Israeli photographer (born 1977)

Amira Ziyan (Arabic: أميرة زيان; born October 16, 1977) is an Israeli Druze photography artist and art teacher.

== Early life ==
Ziyan was born into a traditional Druze family in the village of Yarka, Israel. Both of her parents were religious. Ziyan has seven brothers and three sisters. As a child, she faced many restrictions as a woman, but despite these limitations, she decided to pursue higher education.

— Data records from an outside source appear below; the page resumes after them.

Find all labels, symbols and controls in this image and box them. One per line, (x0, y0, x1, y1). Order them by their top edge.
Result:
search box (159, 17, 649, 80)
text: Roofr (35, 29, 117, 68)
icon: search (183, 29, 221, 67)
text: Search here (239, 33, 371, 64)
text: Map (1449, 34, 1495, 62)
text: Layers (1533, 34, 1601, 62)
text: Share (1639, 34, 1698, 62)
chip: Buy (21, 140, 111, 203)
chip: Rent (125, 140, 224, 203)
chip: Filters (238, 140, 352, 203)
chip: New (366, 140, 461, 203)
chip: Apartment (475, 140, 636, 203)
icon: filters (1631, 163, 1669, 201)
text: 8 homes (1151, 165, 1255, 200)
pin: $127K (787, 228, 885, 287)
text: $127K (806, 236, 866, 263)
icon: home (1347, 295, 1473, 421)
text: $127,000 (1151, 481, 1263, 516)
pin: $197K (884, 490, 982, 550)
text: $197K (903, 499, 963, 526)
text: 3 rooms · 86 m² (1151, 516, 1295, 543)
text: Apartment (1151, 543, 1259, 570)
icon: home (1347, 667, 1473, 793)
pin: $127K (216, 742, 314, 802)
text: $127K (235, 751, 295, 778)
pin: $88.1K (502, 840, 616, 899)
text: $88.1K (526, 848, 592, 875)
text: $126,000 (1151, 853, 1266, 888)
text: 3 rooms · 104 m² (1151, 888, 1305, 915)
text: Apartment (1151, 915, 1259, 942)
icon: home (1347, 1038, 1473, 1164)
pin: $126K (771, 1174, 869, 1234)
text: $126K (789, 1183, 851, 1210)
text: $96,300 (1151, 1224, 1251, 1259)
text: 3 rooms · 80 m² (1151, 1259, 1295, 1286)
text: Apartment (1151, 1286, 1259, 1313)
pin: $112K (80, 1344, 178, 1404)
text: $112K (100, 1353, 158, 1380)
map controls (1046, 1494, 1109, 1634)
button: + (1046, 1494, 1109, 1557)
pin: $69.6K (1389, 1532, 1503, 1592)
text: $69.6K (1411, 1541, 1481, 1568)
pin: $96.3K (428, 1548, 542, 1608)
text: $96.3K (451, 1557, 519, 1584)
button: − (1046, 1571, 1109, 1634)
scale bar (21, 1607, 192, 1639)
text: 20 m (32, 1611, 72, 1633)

In 1999, she graduated as an industrial chemistry engineer from the Western Galilee College in Acre. In 2003, she received a teaching certificate in administration from the Weizmann Institute in Haifa.

In 2004, her father suffered a stroke. Her brother, who owned a photo development laboratory, was forced to replace her father at the concrete factory and asked her to help him in the photo shop. Working in the photo shop sparked her interest in the field and encouraged her to pursue it further. In 2007, she began studying for a bachelor's degree in art and French at the University of Haifa, which she completed in 2010. She continued her studies with a master's degree in art from the University of Haifa, which she completed in 2012.

During her academic studies, she excelled in photography and won prizes and grants, including the Sa'ar Afroni Artist Grant in 2008, the Spielmann Prize for Photography Students from the Spielmann Institute in Tel Aviv in 2009, and an award for outstanding achievement in her thesis from Friends of the University of Haifa in 2010. After completing her studies, she continued to work in the field of photography. She has been highly praised for her artistic achievements and has won numerous awards, including the Encouragement Prize for Plastic Arts from the Israeli Ministry of Culture and Sport in 2017, the Becky Dakel Commendation from the Association for Women's and Gender Research in 2020, and the Oscar Handler Prize from Kibbutz Lohamei HaGetaot in 2022.

Her works are included in collections such as the Israeli Knesset, the Haifa Museum of Art, the Umm al-Fahm Art Gallery, the Alexander Tutsek Foundation in Munich, and in private collections.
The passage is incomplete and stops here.